Germans split over fate of race row banker - polls

German public opinion is deeply split over the fate of a central banker whose disparaging comments about Muslim immigrants have triggered a heated debate on race and integration, surveys showed on Wednesday.

Over the past week and a half, Thilo Sarrazin has dominated headlines with criticism of Germany‘s large Muslim community, and contentious remarks asserting that Jews have a particular genetic makeup.

Chancellor Angela Merkel and a host of leading politicians have rebuked the 65-year-old Sarrazin, who has said immigrants of Turkish and Arab origin refuse to integrate, sponge off the state and make the country less intelligent on average.

Germany’s Central Council of Jews and others have urged the Bundesbank to dismiss Sarrazin, but the bank said on Wednesday it had put off a decision over his fate until at least Thursday.

A survey by pollster Emnid for N24 television showed 51 percent of respondents saw no need for the Bundesbank to fire board member Sarrazin, with 32 percent taking the opposite view.
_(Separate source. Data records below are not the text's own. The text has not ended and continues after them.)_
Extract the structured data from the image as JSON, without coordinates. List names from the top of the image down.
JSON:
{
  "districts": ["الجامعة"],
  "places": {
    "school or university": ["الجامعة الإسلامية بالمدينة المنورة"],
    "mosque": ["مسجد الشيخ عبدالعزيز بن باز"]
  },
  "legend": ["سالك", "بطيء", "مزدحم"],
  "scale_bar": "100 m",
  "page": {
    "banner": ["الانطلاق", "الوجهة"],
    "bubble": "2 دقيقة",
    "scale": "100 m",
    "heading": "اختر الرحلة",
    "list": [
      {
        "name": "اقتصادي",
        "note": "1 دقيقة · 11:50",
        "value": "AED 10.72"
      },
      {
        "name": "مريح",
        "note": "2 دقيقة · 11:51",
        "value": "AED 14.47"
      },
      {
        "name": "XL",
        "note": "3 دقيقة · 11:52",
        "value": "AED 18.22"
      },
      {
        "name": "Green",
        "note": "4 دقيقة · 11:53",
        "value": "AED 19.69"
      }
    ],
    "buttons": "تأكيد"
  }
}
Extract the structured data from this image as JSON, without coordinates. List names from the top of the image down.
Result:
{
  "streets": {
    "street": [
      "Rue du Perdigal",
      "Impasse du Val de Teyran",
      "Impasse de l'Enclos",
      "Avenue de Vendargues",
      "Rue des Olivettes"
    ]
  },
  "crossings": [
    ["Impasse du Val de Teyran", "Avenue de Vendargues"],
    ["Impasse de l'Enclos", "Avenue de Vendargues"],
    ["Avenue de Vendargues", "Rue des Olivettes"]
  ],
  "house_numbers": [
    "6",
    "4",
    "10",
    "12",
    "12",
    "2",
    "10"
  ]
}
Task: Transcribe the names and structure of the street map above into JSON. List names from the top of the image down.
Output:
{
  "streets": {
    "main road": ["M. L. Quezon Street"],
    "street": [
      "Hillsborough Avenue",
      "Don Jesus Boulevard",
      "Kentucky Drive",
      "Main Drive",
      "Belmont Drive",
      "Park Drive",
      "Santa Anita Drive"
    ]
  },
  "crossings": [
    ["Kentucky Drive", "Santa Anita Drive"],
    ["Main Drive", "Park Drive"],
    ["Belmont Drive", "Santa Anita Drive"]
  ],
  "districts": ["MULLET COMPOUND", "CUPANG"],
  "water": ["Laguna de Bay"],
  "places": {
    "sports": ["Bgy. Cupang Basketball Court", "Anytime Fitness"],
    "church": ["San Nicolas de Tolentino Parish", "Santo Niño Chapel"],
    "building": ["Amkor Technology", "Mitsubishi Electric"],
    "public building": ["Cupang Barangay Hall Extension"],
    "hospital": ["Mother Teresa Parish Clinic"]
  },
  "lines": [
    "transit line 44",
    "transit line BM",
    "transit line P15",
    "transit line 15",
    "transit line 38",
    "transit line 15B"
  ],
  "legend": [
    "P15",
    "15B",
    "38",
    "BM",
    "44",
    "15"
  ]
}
But another poll by YouGov for Bild newspaper said 42 percent considered Sarrazin no longer acceptable for the job, with 34 percent seeing him as still acceptable and 25 percent undecided. Both surveys polled around 1,000 Germans.

German Finance Minister Wolfgang Schaeuble added to pressure on the bank to act, saying Sarrazin had failed in his duties.

“He has quite obviously failed to meet his obligations: restraint,” Schaeuble said. “This kind of breaking taboos does not bring our country forwards, it only does the opposite.”

The Emnid poll people showed more disagreeing with than backing the views of the banker, who has set out his musings on immigrants in a new book “Deutschland schafft sich ab” (Germany does away with itself).

Some 35 percent of respondents said they “rather rejected” his theories, which have been applauded by far-right parties at home and abroad, with only 30 percent taking the opposite view.

Still, 56 percent of those polled said migrants were to blame for their integration problems, while only 11 percent held the opinion that Germans were responsible for the difficulties.

In his book, Sarrazin writes: “I don’t want my grandchildren and great-grandchildren to live in a mostly Muslim country where Turkish and Arabic are widely spoken, women wear headscarves and the day’s rhythm is determined by the call of the muezzin.”

On Tuesday he was forced to cancel the first reading of his book, which appears set to become a bestseller, due to security fears after anti-fascist groups said they planned a protest.

Sarrazin rejects accusations of stirring up divisions in Germany, where at least four million Muslims live. Most are of Turkish background, with an estimated 280,000 of Arab origin.